Segment Start: The data

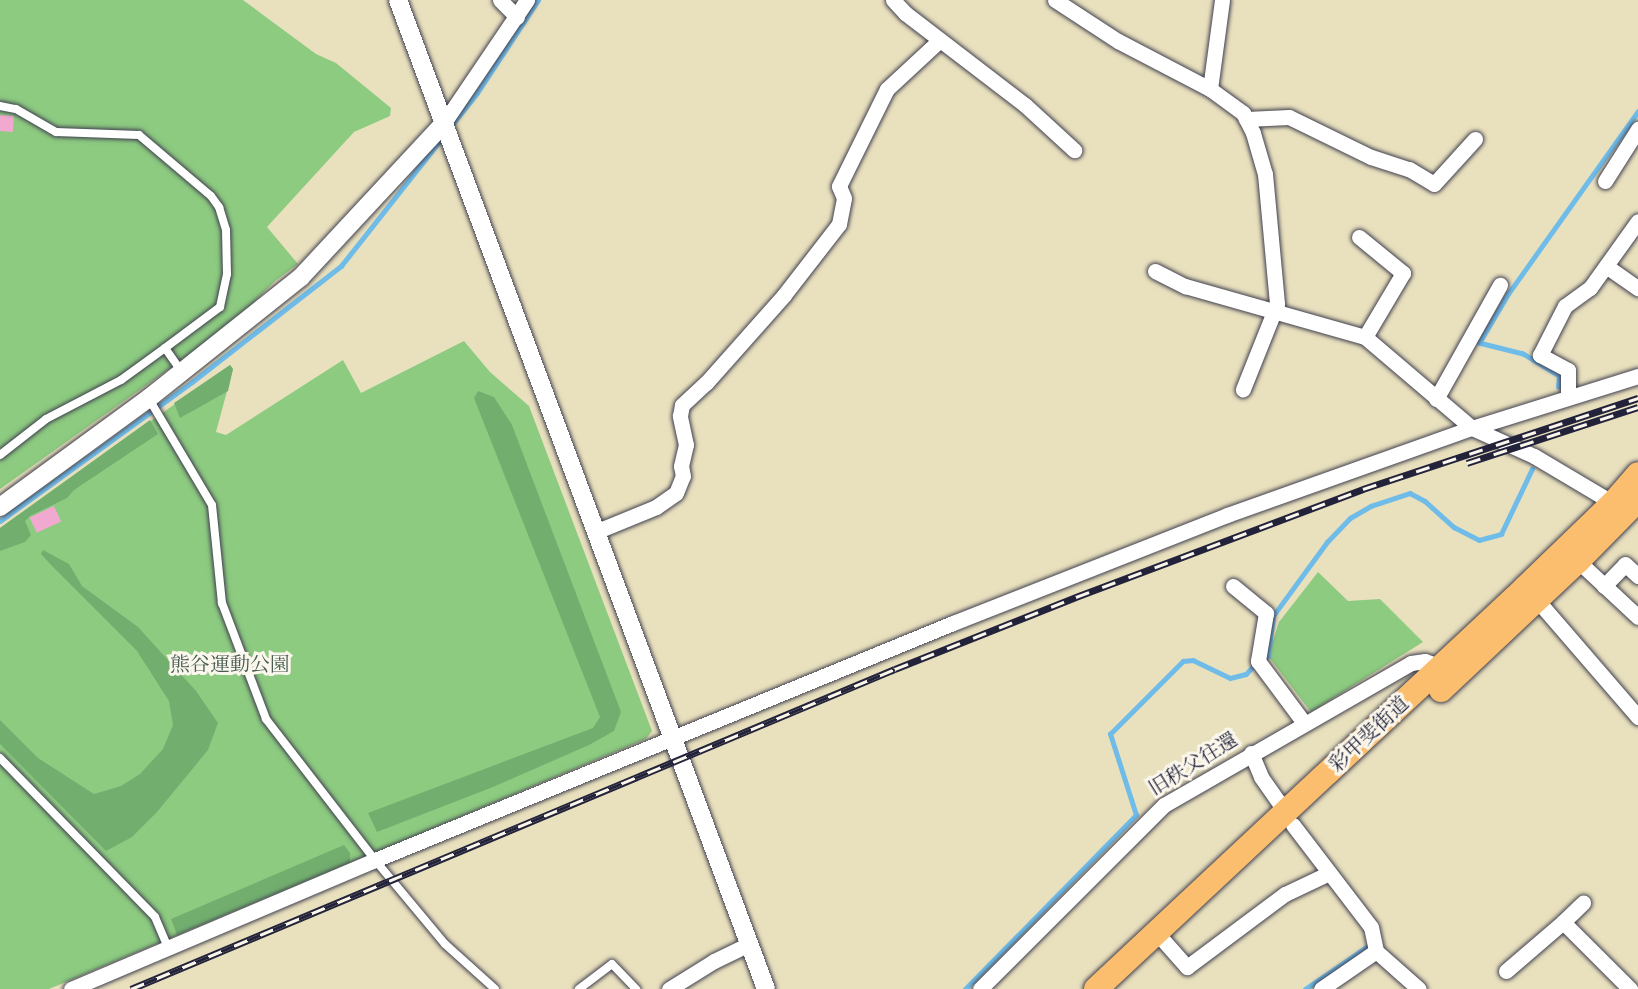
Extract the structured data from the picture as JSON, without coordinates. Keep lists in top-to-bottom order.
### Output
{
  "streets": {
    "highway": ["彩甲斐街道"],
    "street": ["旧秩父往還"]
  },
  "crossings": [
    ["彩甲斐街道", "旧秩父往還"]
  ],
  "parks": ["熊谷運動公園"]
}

Segment End: The data

- _Work to be completed_: Repeat the records word for word, skipping pictures.

- _Solution for this problem_:
Extract the structured data from the picture as JSON, without coordinates. Keep lists in top-to-bottom order.
### Output
{
  "streets": {
    "highway": ["彩甲斐街道"],
    "street": ["旧秩父往還"]
  },
  "crossings": [
    ["彩甲斐街道", "旧秩父往還"]
  ],
  "parks": ["熊谷運動公園"]
}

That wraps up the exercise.